> [Task goal]: Look for the string "absolute" in the data below, and copy each line that holds it.

Listed records Block Start

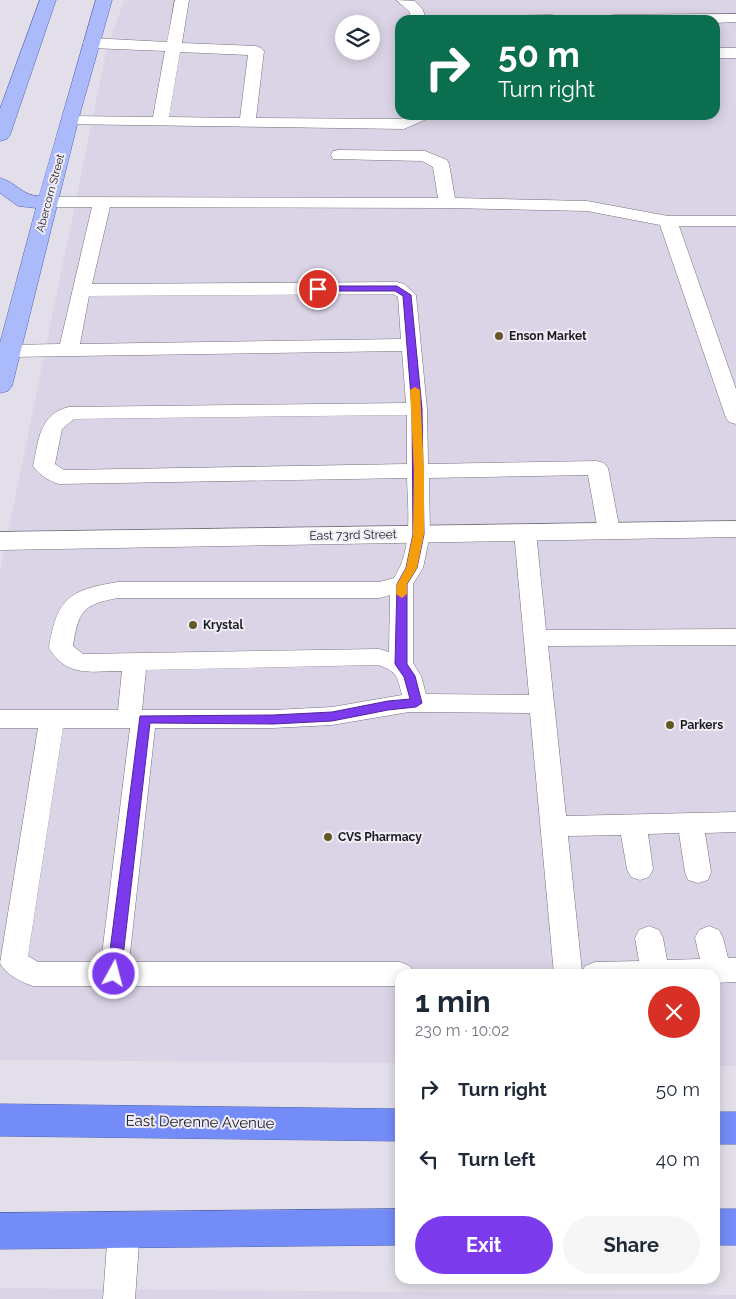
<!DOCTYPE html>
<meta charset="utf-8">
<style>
:root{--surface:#fff;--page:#f6f6f7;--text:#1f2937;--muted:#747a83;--accent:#7c3aed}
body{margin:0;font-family:Raleway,sans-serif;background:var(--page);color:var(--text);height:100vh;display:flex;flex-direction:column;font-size:19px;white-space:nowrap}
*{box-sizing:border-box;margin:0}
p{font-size:16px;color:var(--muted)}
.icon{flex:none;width:28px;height:28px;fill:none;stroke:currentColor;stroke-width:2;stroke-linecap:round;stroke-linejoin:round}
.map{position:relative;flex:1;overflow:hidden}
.details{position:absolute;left:395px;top:969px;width:325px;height:315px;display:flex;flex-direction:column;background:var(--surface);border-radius:15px;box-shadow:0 2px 12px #0003}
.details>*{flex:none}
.guide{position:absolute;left:395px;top:15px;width:325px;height:105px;border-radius:15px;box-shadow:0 2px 12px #0003;background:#0b6e4f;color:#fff;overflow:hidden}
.buttons{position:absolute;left:335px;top:15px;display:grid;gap:10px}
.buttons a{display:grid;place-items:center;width:45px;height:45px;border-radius:50%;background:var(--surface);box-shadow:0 2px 12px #0003;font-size:25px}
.pin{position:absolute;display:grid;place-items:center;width:42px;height:42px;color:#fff;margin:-21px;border:2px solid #fff;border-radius:50%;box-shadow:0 1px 5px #0007}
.me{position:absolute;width:55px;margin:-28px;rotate:7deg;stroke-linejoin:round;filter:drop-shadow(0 0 4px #0008)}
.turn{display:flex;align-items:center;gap:18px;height:105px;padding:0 20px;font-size:22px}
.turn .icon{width:65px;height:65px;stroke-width:2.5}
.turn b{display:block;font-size:35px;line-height:42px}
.round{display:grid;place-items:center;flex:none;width:52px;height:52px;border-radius:26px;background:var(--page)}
.summary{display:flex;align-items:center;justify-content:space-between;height:85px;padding:0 20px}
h1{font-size:30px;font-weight:700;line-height:38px}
.button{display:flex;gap:10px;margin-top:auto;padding:10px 20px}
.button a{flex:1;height:58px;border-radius:30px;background:var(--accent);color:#fff;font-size:20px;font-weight:700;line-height:58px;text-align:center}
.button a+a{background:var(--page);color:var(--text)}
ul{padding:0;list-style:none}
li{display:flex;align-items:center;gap:15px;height:70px;padding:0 20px}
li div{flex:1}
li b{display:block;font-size:19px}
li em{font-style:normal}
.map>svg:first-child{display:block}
</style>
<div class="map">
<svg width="736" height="1299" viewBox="0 0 736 1299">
<rect width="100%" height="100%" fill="#e3dfea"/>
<path fill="#dbd4e6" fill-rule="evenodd" d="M 124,0 L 736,0 L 736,1066 L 715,1066 L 715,974 L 400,974 L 400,1063 L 0,1060 L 0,572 L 106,52 ZM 400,20 L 715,20 L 715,115 L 400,115 ZM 344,24 L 371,24 L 371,51 L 344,51 Z
M 0,1288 L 736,1295 L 736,1299 L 0,1299 Z"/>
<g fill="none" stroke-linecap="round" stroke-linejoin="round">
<defs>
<path id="lane" d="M 175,0 L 189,0 L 182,43 L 256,46 L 261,48 L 264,51 L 256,118 L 401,119 L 410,115 L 431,115 L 429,118 L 404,129 L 63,124 L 61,121 L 63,118 L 69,116 L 153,117 L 165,51 L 91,48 L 86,46 L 83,43 L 86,40 L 91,38 L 167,42 ZM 180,52 L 248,55 L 240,118 L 169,117 Z
M 396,0 L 415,1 L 423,10 L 426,20 L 412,20 L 409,11 Z
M 736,14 L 736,22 L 715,23 L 715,20 L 606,19 L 608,16 L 613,15 Z
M 552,15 L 557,16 L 559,20 L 497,20 L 499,17 L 504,16 Z
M 715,48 L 736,48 L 736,58 L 715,58 Z
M 339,150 L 425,151 L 447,160 L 449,164 L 455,198 L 587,201 L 668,216 L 736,216 L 736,226 L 679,226 L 736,389 L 736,424 L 729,422 L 726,418 L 660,225 L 587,211 L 447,208 L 110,207 L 92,284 L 397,282 L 404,284 L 416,295 L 427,409 L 428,464 L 597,461 L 604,463 L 608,468 L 620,531 L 617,536 L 609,538 L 601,536 L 598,531 L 588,475 L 429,478 L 430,534 L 423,568 L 413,584 L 413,663 L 421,676 L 426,694 L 529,695 L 514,532 L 517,527 L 525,525 L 533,527 L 536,532 L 546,630 L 736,629 L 736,645 L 548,646 L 566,816 L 736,812 L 736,832 L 705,833 L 711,872 L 708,880 L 698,883 L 688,880 L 685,872 L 679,833 L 648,834 L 653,869 L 649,877 L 640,880 L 631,877 L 627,869 L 621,835 L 568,836 L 582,972 L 585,966 L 595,962 L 639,961 L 635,938 L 639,930 L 649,926 L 659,930 L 663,938 L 667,960 L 700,959 L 695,938 L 699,930 L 709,926 L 719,930 L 723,938 L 728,958 L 736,958 L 736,982 L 715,983 L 715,974 L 554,974 L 530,713 L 409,712 L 332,725 L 273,728 L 155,728 L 129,962 L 400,962 L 410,966 L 414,974 L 400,974 L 400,986 L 33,986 C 21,982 6,975 0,963 L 38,728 L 0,728 L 0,710 L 118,710 L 122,671 C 92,671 67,678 49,648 C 57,598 69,590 118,582 L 379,582 L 394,578 C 413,549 408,511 407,478 L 59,484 C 49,481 39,475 33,466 C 39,440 39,414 69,407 L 406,403 L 402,351 L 9,357 L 2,355 L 0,350 L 2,347 L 9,345 L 60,344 L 92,207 L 48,207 L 42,206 L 39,202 L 42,198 L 48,197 L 438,198 L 433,167 L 422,161 L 333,159 L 331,155 L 333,151 ZM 393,294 L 398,297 L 401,339 L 80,344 L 89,296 ZM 407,415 L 407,464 L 64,470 L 55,464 L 62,429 L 74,419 ZM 390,595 L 389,652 L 379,649 L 83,654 L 73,646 C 78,612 83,604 118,598 L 379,598 ZM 378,665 C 398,672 397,676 402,695 L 332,707 L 273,710 L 142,710 L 146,670 ZM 63,728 L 130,728 L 101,962 L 38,962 L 28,956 Z
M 124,1215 L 135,1219 L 140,1230 L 135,1299 L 103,1299 L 108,1230 L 113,1219 Z"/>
<path id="street" d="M 736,521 L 736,537 L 0,550 L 0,532 Z"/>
<path id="primary" d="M 40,0 L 56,0 L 10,135 L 7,139 L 0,141 L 0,109 Z
M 96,0 L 112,0 L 79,117 L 12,386 L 8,391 L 0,393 L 0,343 L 36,208 L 18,206 L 0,193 L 0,178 C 16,182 22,196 39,196 Z"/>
<path id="highway" d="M 0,1104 L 400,1109 L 400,1141 L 0,1136 Z
M 715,1112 L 736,1112 L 736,1144 L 715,1144 Z
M 400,1209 L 400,1245 L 0,1249 L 0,1213 Z
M 715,1209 L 736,1209 L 736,1245 L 715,1245 Z"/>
</defs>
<use href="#lane" stroke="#75717b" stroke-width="1"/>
<use href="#street" stroke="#75717b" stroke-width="1"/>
<use href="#primary" stroke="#5464ac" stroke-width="1"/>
<use href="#highway" stroke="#5464ac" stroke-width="1"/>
<use href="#lane" fill="#fff" fill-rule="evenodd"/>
<use href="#street" fill="#fff" fill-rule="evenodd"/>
<use href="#primary" fill="#abbafb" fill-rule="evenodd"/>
<use href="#highway" fill="#738cf8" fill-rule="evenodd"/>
</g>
<path fill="#7c3aed" stroke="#51269a" d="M 318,286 L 397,286 L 411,295 L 422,409 L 424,534 L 417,568 L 407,584 L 407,664 L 415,676 L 422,703 L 416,707 L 388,710 L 332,721 L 273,724 L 150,723 L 121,974 L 119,978 L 114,979 L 109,978 L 107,974 L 140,716 L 273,715 L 332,712 L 388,701 L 410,699 L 404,677 L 395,664 L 397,584 L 406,568 L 413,534 L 412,409 L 403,296 L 395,291 L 315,291 L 315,287 Z"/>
<path fill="#f59e0b" d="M 415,387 L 420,390 L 424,471 L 424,534 L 417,568 L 407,584 L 407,594 L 402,598 L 396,594 L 397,584 L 406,568 L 413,534 L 414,471 L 410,390 Z"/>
<g fill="#645825" stroke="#f0ecf7" stroke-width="2">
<circle cx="499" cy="336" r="5"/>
<circle cx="193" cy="625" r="5"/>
<circle cx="670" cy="725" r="5"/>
<circle cx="328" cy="837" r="5"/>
</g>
<g text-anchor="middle" stroke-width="4" stroke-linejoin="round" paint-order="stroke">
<g font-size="11" fill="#1b1a1e" stroke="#f0ecf7">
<text transform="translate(50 193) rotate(-75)" y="4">Abercorn Street</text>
</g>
<g font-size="12" font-weight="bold" fill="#1b1a1e" stroke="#f0ecf7" text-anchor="start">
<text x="509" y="340">Enson Market</text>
<text x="203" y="629">Krystal</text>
<text x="680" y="729">Parkers</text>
<text x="338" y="841">CVS Pharmacy</text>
</g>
<g font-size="12" fill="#1b1a1e" stroke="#f0ecf7">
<text transform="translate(353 535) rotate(-1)" y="4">East 73rd Street</text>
</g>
<g font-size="15" fill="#1b1a1e" stroke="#f0ecf7">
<text transform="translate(200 1122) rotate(1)" y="5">East Derenne Avenue</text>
</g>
</g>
</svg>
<div class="buttons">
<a><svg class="icon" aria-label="layers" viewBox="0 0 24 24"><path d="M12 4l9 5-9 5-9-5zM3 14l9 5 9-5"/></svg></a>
</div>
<div class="pin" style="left:318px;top:289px;background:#d93025"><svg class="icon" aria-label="arrive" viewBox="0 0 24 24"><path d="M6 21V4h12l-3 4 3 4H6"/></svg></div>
<svg class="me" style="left:114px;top:974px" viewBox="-20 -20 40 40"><circle r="17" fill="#7c3aed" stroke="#fff" stroke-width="3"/><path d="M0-11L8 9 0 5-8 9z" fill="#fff"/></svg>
<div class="guide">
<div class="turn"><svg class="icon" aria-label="right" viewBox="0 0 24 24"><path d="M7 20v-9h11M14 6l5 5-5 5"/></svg><div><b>50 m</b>Turn right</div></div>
</div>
<section class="details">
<div class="summary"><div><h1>1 min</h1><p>230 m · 10:02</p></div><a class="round" style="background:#d93025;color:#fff"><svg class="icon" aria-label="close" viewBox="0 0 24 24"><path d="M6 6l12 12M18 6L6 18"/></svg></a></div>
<ul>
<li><svg class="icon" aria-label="right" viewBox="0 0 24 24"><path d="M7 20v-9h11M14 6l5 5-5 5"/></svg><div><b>Turn right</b></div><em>50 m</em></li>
<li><svg class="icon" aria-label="left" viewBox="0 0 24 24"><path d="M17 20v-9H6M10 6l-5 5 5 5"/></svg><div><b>Turn left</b></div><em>40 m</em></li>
</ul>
<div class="button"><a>Exit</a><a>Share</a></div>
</section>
</div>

Listed records Block End

> [Response below]:
.details{position:absolute;left:395px;top:969px;width:325px;height:315px;display:flex;flex-direction:column;background:var(--surface);border-radius:15px;box-shadow:0 2px 12px #0003}
.guide{position:absolute;left:395px;top:15px;width:325px;height:105px;border-radius:15px;box-shadow:0 2px 12px #0003;background:#0b6e4f;color:#fff;overflow:hidden}
.buttons{position:absolute;left:335px;top:15px;display:grid;gap:10px}
.pin{position:absolute;display:grid;place-items:center;width:42px;height:42px;color:#fff;margin:-21px;border:2px solid #fff;border-radius:50%;box-shadow:0 1px 5px #0007}
.me{position:absolute;width:55px;margin:-28px;rotate:7deg;stroke-linejoin:round;filter:drop-shadow(0 0 4px #0008)}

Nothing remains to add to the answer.